• REQUIREMENT
Every line of the entries below from the one containing "g.fill(path, 'evenodd');" to the one containing "g.lineWidth = width;", both ends included, must be written out exactly. No other line belongs in the answer.
+++++
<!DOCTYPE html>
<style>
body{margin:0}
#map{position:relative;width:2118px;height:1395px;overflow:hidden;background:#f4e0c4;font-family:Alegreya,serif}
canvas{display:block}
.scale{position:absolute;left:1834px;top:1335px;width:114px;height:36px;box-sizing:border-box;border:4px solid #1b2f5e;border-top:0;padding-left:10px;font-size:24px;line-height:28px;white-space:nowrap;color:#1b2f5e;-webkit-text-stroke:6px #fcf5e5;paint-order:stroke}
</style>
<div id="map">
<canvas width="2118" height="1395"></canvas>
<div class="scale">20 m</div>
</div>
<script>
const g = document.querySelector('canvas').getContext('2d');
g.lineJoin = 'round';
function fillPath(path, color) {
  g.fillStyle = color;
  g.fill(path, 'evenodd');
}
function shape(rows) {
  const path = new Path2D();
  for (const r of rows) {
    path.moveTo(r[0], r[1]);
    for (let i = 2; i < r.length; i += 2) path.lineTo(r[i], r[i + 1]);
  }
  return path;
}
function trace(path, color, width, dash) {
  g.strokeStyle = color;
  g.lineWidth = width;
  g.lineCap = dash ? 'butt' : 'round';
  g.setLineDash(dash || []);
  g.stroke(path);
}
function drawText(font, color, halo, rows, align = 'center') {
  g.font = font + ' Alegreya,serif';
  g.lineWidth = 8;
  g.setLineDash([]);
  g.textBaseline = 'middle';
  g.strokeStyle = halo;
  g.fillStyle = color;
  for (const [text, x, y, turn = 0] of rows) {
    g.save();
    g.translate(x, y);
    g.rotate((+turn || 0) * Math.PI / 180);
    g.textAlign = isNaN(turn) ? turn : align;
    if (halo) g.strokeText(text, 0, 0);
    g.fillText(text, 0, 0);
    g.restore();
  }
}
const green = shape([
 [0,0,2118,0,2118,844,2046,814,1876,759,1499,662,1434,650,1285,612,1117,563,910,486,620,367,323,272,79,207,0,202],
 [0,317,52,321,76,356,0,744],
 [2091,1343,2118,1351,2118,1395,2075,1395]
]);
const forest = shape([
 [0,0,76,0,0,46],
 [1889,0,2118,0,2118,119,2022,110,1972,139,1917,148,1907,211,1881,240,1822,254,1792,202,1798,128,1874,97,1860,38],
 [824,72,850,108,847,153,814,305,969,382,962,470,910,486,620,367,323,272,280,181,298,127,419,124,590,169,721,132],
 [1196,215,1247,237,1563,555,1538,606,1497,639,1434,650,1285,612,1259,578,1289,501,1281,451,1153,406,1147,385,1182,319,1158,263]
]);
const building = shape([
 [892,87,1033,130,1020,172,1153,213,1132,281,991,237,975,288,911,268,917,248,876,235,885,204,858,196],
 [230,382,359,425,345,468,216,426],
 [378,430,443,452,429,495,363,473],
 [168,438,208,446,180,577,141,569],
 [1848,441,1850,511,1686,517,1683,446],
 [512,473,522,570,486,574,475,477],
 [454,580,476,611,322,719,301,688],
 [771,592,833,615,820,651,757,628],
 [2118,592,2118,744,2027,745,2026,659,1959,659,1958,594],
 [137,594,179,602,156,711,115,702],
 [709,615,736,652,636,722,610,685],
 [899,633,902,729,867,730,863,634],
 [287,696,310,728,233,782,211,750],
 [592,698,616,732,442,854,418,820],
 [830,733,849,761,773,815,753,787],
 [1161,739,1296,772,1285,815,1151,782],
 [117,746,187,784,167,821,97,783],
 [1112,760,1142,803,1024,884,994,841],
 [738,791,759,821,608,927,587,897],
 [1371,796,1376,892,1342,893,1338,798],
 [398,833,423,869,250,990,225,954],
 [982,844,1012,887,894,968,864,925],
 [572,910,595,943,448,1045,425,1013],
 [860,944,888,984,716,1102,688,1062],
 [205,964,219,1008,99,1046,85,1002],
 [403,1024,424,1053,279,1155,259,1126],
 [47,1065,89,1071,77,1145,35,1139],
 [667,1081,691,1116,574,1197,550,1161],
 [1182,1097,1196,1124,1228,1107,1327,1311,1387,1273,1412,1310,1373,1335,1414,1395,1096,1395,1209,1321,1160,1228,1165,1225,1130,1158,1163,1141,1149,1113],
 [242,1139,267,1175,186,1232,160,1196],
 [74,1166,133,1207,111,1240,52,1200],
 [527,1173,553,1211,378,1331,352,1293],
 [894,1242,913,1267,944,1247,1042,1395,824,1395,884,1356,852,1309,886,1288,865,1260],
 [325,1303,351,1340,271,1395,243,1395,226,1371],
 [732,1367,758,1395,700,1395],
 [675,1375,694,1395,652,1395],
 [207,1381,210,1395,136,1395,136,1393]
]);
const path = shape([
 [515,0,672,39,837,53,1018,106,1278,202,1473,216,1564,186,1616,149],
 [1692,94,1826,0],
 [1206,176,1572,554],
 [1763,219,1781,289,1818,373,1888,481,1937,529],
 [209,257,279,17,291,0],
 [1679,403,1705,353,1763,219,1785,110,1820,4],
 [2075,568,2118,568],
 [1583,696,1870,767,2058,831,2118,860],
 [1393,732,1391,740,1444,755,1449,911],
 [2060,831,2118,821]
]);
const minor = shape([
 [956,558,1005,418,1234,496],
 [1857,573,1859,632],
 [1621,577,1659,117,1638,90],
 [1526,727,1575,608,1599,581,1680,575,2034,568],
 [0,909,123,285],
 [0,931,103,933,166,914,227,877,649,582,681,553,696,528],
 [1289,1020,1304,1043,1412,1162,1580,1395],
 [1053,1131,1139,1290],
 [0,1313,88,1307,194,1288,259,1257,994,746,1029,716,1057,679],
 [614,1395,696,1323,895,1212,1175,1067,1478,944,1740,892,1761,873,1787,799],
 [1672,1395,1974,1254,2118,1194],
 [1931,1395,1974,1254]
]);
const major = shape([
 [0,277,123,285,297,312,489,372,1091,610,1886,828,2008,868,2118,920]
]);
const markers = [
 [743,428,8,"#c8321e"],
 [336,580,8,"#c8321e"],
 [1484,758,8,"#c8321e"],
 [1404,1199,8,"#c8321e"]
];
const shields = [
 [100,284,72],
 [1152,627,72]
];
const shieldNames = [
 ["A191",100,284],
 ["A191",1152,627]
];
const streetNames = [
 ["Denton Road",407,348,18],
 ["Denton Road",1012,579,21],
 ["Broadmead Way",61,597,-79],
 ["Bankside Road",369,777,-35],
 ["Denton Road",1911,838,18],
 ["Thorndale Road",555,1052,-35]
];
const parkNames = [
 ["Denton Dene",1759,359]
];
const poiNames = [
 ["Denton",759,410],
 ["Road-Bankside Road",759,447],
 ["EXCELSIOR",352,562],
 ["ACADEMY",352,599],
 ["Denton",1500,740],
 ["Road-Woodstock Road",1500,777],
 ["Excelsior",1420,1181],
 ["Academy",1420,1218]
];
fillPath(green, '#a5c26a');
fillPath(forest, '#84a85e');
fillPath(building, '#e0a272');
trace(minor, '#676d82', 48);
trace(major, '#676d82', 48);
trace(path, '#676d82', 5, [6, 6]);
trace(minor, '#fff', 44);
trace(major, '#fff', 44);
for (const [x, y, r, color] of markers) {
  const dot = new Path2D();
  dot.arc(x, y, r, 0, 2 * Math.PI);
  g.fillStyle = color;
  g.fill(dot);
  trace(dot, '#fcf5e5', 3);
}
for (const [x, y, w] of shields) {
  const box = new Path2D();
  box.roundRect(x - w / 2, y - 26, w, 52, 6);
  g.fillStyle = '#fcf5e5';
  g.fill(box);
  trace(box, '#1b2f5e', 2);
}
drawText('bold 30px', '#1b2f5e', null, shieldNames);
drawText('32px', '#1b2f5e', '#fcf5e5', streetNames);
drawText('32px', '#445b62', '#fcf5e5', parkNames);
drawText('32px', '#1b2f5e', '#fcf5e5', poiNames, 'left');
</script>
+++++
• WRITTEN ANSWER
  g.fill(path, 'evenodd');
}
function shape(rows) {
  const path = new Path2D();
  for (const r of rows) {
    path.moveTo(r[0], r[1]);
    for (let i = 2; i < r.length; i += 2) path.lineTo(r[i], r[i + 1]);
  }
  return path;
}
function trace(path, color, width, dash) {
  g.strokeStyle = color;
  g.lineWidth = width;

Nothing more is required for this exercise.